While you're waiting for AAA, though, what if you have kids in the car? It's an extra hot summer day and you're stuck on a busy street, forcing the kids to stay in the car. Why not add a few packets of emergency water, or even a few bottles of normal store water to a car kit. Throw in a long shelf life ration bar or a granola bar or two. Add a new coloring book or other such dollar store "toy" to your kit for just this occassion. The kids will be off your back and focused on the treats and "new toys" making the situation much less stressful and thereby allowing you to make the best decisions. While you're at it, have a a granola bar to bring your blood sugar back up, a sip of water, and return even more control over your situation.
Let's talk about security for a moment. If it's not daylight hours, if you're not in a great part of town... I'm a big fan of pepper spray. I carry a handgun daily, but I still carry pepper spray. I know for a fact a good brand such as SABRE or FOX will drop an attacker instantly, causing temporary near blindness and excrutiating pain. The beauty of pepper spray is that it's effective, it's considered "non-lethal", and you're not touching someone physically, henceforth it's not considered a physical assault, which lessens your culpability should an aggressor attempt to put the blame on you.
When you're broken down, you are in a compromised position. Nare-do-wells are a reality and we should be ready for all threats.
Also, have a good pair of walking shoes. In certain circumstances, you may have to do some walking and the dress work shoes won't cut it.
Is your cell phone fully charged? Consider carrying a back up battery booster for cell phones just in case. If you can't make a call and no one is around, if you're on a deserted road, things will definitely feel more real.
If it's winter, in addition to all the above, you also need appropriate clothing, gloves, hats, wool blankets -- all these things must be considered ahead of time if you're going to be ready for life on the road year round.
Here's a great tip: If you're needing a jump start, don't stand around with jumper cables waiting for someone to help you.

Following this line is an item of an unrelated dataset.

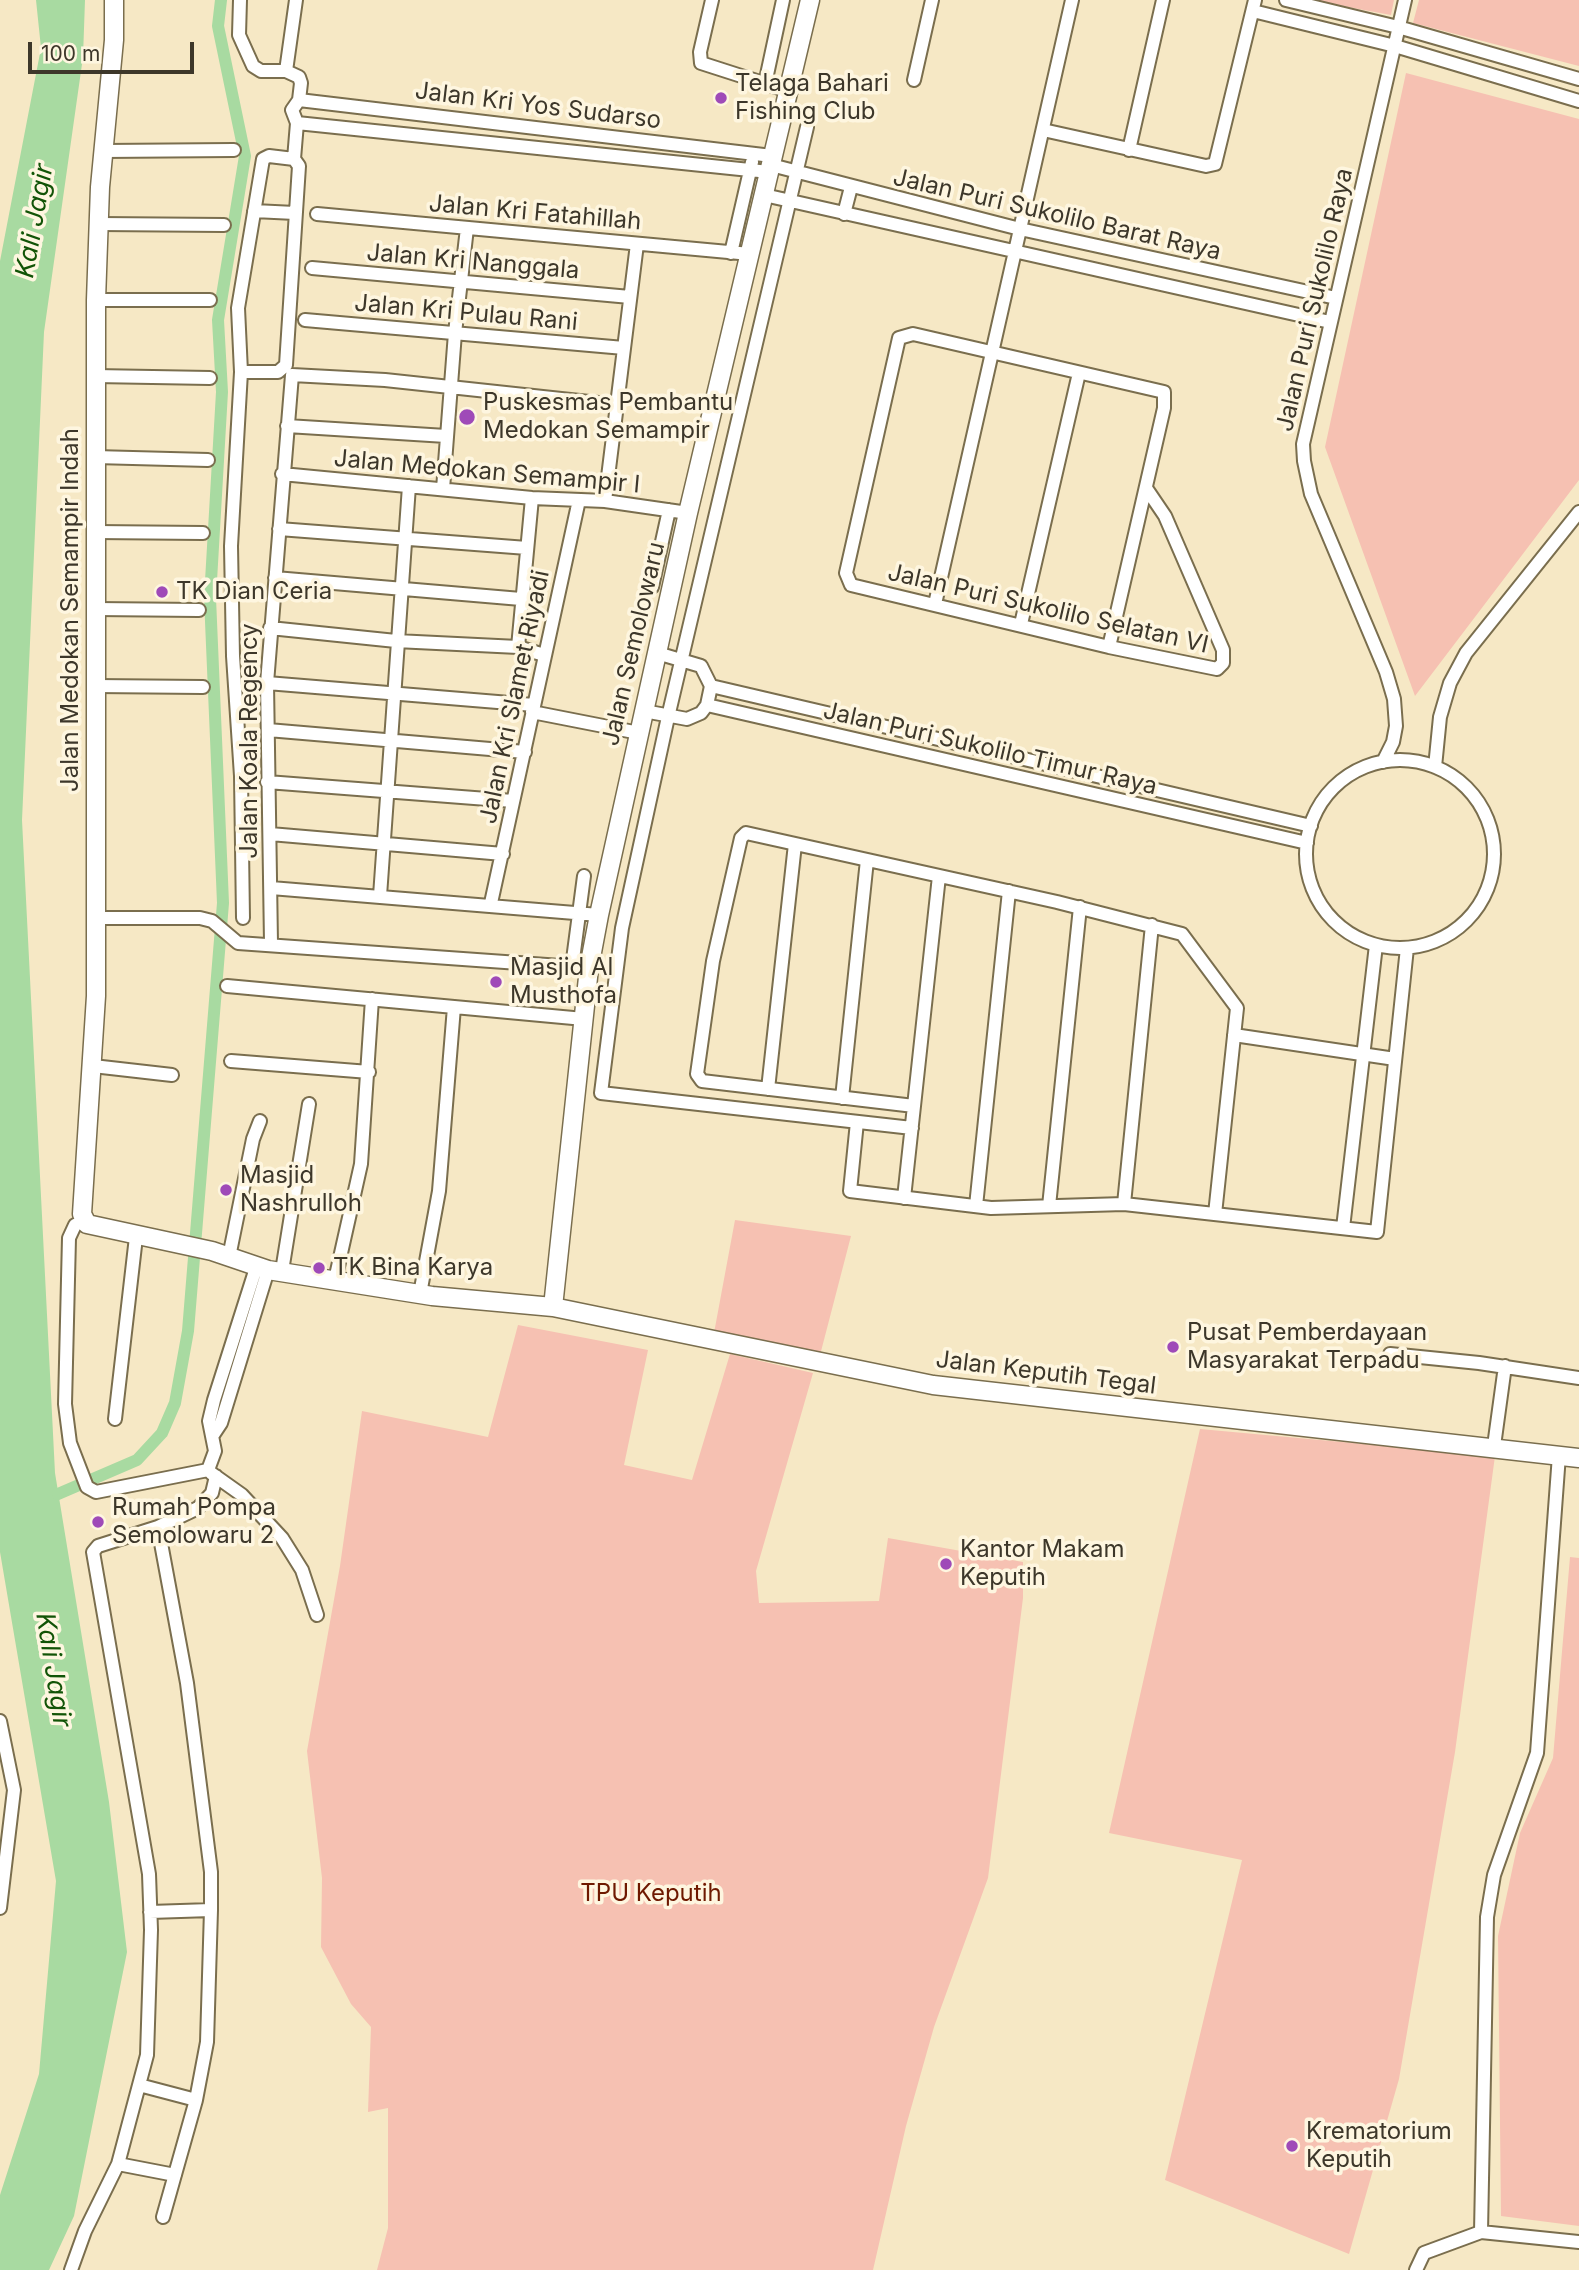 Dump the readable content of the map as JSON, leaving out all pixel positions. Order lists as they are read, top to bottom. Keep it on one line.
{"streets":{"main road":["Jalan Medokan Semampir Indah","Jalan Semolowaru","Jalan Keputih Tegal"],"street":["Jalan Kri Yos Sudarso","Jalan Kri Fatahillah","Jalan Puri Sukolilo Barat Raya","Jalan Kri Nanggala","Jalan Puri Sukolilo Raya","Jalan Kri Pulau Rani","Jalan Medokan Semampir I","Jalan Puri Sukolilo Selatan VI","Jalan Kri Slamet Riyadi","Jalan Koala Regency","Jalan Puri Sukolilo Timur Raya"]},"crossings":[["Jalan Kri Yos Sudarso","Jalan Puri Sukolilo Barat Raya"],["Jalan Kri Yos Sudarso","Jalan Semolowaru"],["Jalan Kri Yos Sudarso","Jalan Koala Regency"],["Jalan Kri Fatahillah","Jalan Semolowaru"],["Jalan Puri Sukolilo Barat Raya","Jalan Puri Sukolilo Raya"],["Jalan Puri Sukolilo Barat Raya","Jalan Semolowaru"],["Jalan Puri Sukolilo Raya","Jalan Puri Sukolilo Timur Raya"],["Jalan Medokan Semampir I","Jalan Semolowaru"],["Jalan Medokan Semampir I","Jalan Kri Slamet Riyadi"],["Jalan Medokan Semampir I","Jalan Koala Regency"],["Jalan Medokan Semampir Indah","Jalan Keputih Tegal"],["Jalan Semolowaru","Jalan Keputih Tegal"]],"water":["Kali Jagir"],"parks":["TPU Keputih"],"places":["Telaga Bahari Fishing Club","Puskesmas Pembantu Medokan Semampir","TK Dian Ceria","Masjid Al Musthofa","Masjid Nashrulloh","TK Bina Karya","Pusat Pemberdayaan Masyarakat Terpadu","Rumah Pompa Semolowaru 2","Kantor Makam Keputih","Krematorium Keputih"],"scale_bar":"100 m"}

If you do, you have no choice over who you're dealing with because someone will approach you. Instead, wait in your car and when you see a brotherly, sisterly, grandfatherly-or-whatever-looking someone who seems on the up and up, then you approach them -- in this manner, YOU are choosing the person you interact with -- in this way, YOU are controlling the situation.
The Power Outage
In the midwest, spring storms and winter snow often bring power outages, but brown outs can also occur in the summer with the over use of air conditioners. Usually these outages are quickly remedied by hardworking linemen, but occassionally the power may be down for days or even weeks -- such as happened here in Dayton in 2008 when the remnants of Hurricane Ike blew through with 80 mph winds.
In the spring, summer, and fall months, power outages are pretty much mere inconveniences, but wintertime outages, however, are much more concerning due to the lack of heat. Kerosene heaters and wood burning fireplaces have fallen by the wayside in popularity over the past 30 years, but fossil fuels are about the only way to keep your home heated when there's no power -- the old ways.

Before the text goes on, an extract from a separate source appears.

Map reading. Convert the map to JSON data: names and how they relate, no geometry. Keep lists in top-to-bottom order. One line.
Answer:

Besides physical comfort and safety, another major consideration for homeowners during cold winter power outages are the home's water pipes. If water pipes burst, your problems just quadrupled. If you know you'll have no way to keep pipes warm, you'll need to drain them. Portable propane or kerosene heaters may be one option to keep pipes warm enough to prevent freezing, along with insulatory attention on the outside of the house for spigots.
Sleeping bags, blankets, and warm clothes, of course, are another necessity to have access to when needed with regards to warmth.
The following equipment applies to power outages, to be sure, but is also relevant to all emergency situations...
Have at least one flashlight or lantern with separate, spare, new batteries ready and in a specific location just for this occassion. Hide it from the rest of the family if necessary -- too many times a child or someone else in the household "borrows" it and never puts it back....and then you'll find yourself in the dark.
There are many lanterns on the market which are battery-powered LEDs and can run for quite a long time, days in fact. As a last resort, if you're comfortable with the useage and safety concerns, there are oil lamps and lanterns. A good oil lamp not only adds a bit of nice ambiance and light to a power outage, but it also adds heat -- the icing on the cake, too, is that they only cost about $0.04 an hour to operate.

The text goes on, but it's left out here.